The Mudcat Café TM
Thread #104331 Message #2135868
Posted By: Jack Blandiver
29-Aug-07 - 04:29 AM
Thread Name: Folklore: The Green Man
Subject: RE: Folklore: The Green Man
The problem is that the 'Green Man' as we have come to understand 'him' today is a totally modern & entirely bogus construct founded on a fundamental misinterpretation (and misnaming)of a very particular type of carving unique to the architecture and theology of Pre-Reformation Roman Catholicism.
I'm not pushing any particular religion here, rather calling into question why this should be the case - like calling into question the 'mythconception' of Ring-a-Roses being a reportage on the symptoms of the Black Plague. There was no 'Green Man' before Lady Raglan named him so in 1939, thus linking such carvings to the various green men & Jacks-in-the-Green of British folklore & custom (none of which can be shown to be any older than the 17th century). And it's only in recent years that this Ancient / Celtic / Druidic / Pagan / Tree Spirit / Archetype of Our Oneness with the Earth (call it what you will) has emerged as a largely unquestioned orthodoxy, so much that this is the line invariably taken in most church & cathedral guide books.
Take away the name, and what we are left with are visages of a profound and elemental horror entirely in keeping with certain key aspects of the human experience. As I say, no jolly Jacks-in-the-Green these...

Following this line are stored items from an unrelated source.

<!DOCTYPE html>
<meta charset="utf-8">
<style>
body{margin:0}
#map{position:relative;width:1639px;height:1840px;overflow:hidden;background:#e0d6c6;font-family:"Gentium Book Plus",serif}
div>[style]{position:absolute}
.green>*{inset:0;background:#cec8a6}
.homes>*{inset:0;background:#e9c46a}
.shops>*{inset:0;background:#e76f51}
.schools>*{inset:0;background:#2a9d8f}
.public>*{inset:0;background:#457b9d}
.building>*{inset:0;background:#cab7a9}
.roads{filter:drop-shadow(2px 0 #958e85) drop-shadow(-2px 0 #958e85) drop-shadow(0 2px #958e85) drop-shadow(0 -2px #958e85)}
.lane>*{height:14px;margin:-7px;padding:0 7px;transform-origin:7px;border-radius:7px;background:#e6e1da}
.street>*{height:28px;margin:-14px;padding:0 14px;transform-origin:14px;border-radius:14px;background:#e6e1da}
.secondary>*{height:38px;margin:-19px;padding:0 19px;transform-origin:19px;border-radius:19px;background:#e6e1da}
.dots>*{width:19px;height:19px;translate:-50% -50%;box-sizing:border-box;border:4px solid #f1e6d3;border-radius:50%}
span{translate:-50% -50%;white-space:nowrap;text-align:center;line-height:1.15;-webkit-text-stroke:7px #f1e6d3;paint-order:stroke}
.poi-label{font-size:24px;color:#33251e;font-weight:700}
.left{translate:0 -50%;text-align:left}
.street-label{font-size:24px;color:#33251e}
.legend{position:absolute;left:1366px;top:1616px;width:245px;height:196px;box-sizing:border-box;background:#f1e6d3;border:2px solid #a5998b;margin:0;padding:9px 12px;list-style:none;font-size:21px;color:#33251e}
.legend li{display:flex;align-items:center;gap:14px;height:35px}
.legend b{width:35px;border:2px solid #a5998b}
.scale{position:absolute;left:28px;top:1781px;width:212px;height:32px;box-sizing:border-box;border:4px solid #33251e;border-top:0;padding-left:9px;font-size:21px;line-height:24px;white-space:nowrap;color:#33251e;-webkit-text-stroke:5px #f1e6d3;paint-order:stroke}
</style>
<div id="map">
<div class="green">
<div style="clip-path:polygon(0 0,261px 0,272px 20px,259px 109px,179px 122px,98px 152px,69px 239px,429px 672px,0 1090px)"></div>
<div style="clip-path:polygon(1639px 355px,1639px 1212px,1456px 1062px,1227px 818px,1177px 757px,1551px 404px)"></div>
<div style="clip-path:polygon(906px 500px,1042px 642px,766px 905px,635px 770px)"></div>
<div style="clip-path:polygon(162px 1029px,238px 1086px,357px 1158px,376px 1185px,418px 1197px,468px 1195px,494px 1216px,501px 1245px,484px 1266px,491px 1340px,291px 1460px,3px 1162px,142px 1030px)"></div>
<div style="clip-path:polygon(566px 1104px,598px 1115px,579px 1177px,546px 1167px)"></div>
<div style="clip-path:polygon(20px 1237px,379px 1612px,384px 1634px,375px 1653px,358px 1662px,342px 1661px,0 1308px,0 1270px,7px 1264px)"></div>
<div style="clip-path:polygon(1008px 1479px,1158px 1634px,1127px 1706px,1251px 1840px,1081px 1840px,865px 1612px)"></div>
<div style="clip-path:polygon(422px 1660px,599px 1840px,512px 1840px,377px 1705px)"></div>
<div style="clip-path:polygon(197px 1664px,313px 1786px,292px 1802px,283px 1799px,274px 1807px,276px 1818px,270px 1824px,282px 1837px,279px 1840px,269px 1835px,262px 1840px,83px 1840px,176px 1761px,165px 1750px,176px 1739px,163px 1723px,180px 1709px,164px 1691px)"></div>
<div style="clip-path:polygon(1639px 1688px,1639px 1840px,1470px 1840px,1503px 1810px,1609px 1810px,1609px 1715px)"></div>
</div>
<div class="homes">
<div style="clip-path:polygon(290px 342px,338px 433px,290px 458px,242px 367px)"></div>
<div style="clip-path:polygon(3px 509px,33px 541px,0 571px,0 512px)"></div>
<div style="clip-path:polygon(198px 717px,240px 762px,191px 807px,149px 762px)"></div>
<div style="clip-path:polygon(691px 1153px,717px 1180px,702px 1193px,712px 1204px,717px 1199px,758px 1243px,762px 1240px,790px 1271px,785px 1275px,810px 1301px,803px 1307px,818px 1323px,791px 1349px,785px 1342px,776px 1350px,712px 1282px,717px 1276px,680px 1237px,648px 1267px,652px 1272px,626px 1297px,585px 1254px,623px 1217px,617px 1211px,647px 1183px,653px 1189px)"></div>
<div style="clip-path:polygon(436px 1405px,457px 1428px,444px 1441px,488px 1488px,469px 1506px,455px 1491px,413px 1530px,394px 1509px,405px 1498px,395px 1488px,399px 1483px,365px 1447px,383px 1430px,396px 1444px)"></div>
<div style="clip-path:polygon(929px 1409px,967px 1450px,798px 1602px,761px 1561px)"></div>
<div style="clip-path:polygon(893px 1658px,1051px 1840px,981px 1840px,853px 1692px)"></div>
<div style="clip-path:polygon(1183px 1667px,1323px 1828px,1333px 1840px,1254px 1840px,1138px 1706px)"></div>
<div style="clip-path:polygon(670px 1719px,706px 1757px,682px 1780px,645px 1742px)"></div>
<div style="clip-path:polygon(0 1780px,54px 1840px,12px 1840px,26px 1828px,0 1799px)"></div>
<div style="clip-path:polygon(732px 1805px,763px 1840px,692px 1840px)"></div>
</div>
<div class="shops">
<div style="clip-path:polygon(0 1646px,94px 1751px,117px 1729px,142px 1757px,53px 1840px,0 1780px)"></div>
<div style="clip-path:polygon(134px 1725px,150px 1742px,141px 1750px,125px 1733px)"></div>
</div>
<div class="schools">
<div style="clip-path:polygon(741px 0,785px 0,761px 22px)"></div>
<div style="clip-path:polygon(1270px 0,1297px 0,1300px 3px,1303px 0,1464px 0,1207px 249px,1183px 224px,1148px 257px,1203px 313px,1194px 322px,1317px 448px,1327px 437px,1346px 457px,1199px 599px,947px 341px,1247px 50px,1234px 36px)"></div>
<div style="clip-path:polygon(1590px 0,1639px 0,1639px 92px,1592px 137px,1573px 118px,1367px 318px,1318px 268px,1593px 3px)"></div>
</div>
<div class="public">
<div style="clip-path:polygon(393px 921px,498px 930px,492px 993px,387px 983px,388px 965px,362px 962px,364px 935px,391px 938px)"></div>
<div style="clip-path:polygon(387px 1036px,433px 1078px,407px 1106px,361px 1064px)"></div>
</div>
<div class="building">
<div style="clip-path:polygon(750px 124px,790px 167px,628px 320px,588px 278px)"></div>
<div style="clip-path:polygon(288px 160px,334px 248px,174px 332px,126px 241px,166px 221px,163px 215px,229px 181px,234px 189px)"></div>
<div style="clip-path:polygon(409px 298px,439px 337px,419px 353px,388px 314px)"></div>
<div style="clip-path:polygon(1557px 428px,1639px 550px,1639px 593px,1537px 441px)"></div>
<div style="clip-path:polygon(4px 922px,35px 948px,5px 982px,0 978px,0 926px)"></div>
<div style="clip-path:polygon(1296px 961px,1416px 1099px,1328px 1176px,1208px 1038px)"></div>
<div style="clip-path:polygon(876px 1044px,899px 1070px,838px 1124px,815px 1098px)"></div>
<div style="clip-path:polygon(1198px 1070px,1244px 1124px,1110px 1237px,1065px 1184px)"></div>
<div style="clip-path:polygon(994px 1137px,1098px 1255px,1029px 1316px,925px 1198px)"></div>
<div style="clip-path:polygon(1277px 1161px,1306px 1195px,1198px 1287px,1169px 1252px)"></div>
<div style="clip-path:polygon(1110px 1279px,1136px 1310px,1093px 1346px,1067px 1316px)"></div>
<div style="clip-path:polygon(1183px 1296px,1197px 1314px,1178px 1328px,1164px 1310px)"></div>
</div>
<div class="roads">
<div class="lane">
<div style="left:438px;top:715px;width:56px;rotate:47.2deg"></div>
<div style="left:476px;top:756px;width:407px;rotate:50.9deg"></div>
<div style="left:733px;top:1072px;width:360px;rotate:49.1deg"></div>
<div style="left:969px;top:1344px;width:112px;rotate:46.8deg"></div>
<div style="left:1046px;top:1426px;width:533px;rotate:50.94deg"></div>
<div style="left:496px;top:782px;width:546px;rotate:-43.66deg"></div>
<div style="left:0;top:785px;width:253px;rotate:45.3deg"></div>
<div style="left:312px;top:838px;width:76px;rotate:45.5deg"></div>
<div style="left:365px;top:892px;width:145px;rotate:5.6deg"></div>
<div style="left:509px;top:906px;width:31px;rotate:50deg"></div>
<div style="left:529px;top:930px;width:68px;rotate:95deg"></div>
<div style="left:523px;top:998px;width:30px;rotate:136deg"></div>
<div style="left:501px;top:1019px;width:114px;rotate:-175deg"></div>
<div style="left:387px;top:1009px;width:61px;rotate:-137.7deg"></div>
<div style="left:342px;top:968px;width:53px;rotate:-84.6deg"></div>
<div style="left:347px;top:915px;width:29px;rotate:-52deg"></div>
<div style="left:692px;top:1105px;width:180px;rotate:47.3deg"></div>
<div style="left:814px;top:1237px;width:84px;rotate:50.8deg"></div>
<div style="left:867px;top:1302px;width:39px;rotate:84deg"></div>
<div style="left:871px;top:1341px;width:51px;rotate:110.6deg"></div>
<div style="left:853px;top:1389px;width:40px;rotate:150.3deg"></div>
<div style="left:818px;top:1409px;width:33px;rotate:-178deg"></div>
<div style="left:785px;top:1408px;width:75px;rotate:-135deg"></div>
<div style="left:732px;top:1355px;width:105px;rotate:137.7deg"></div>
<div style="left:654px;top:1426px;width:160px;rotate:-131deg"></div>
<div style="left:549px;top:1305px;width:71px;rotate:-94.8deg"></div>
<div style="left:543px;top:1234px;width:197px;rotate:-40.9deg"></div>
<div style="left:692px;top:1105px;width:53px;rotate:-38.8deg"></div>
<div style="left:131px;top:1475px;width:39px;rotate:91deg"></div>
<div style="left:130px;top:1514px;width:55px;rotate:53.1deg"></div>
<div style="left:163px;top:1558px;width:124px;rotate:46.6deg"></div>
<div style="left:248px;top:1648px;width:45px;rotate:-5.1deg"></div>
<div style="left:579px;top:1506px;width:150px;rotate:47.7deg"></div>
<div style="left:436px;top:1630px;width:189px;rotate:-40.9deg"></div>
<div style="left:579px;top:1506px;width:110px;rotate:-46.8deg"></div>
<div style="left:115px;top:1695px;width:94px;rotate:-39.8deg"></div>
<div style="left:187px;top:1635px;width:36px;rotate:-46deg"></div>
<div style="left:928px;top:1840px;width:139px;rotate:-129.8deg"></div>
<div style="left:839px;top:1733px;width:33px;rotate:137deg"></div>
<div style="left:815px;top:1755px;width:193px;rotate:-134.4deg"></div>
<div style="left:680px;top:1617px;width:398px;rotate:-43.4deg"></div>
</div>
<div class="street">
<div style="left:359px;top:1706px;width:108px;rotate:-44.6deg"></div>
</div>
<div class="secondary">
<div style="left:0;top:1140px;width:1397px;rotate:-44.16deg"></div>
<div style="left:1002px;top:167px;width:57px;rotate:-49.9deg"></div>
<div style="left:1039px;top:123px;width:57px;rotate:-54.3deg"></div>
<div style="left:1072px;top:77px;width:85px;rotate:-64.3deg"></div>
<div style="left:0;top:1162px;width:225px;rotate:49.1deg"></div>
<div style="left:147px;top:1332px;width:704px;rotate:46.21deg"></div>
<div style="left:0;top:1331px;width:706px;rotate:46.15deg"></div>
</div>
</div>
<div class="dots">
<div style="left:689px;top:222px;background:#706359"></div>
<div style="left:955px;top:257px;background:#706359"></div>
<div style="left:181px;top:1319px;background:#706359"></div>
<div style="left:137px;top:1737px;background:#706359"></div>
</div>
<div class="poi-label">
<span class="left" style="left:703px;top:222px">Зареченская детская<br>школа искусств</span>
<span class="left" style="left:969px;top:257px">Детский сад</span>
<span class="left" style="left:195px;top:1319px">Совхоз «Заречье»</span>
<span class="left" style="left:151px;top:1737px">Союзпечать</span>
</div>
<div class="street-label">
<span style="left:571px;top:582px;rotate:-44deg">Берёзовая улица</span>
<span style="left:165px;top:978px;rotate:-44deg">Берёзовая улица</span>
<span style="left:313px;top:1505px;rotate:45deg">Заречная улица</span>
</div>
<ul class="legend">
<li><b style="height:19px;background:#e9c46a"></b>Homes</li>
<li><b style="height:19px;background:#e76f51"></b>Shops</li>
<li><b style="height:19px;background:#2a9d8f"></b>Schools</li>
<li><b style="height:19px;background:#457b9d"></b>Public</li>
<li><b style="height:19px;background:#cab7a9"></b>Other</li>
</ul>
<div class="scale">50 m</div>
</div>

That said, I was initially drawn to such carvings because I perceived them as being pagan, as pagan as I in fact, though largely because of the books I was devouring at the time. One of my favourite songs on the subject concluded with the lines:
But I'll fetch home the summer from the green-wood; the trees & flowers unfolding to my song; leaf-canopied; ablaze with twisting ribbons; I'll call from hearth and plough the merry throng. And on the winding green, with pipe and tabor, I'll lead you all a fine dance, the summer long...
(segue into Idbury Hill, aka London Pride, which is also my beer of choice at The Shakespeare in Durham. How sad is that? Choosing a beer because it shares a name with ones favourite Morris Tune... I might add that I've lately been singing the verses of Kipling's Puck's Song to the tune of London Pride & it works a treat.)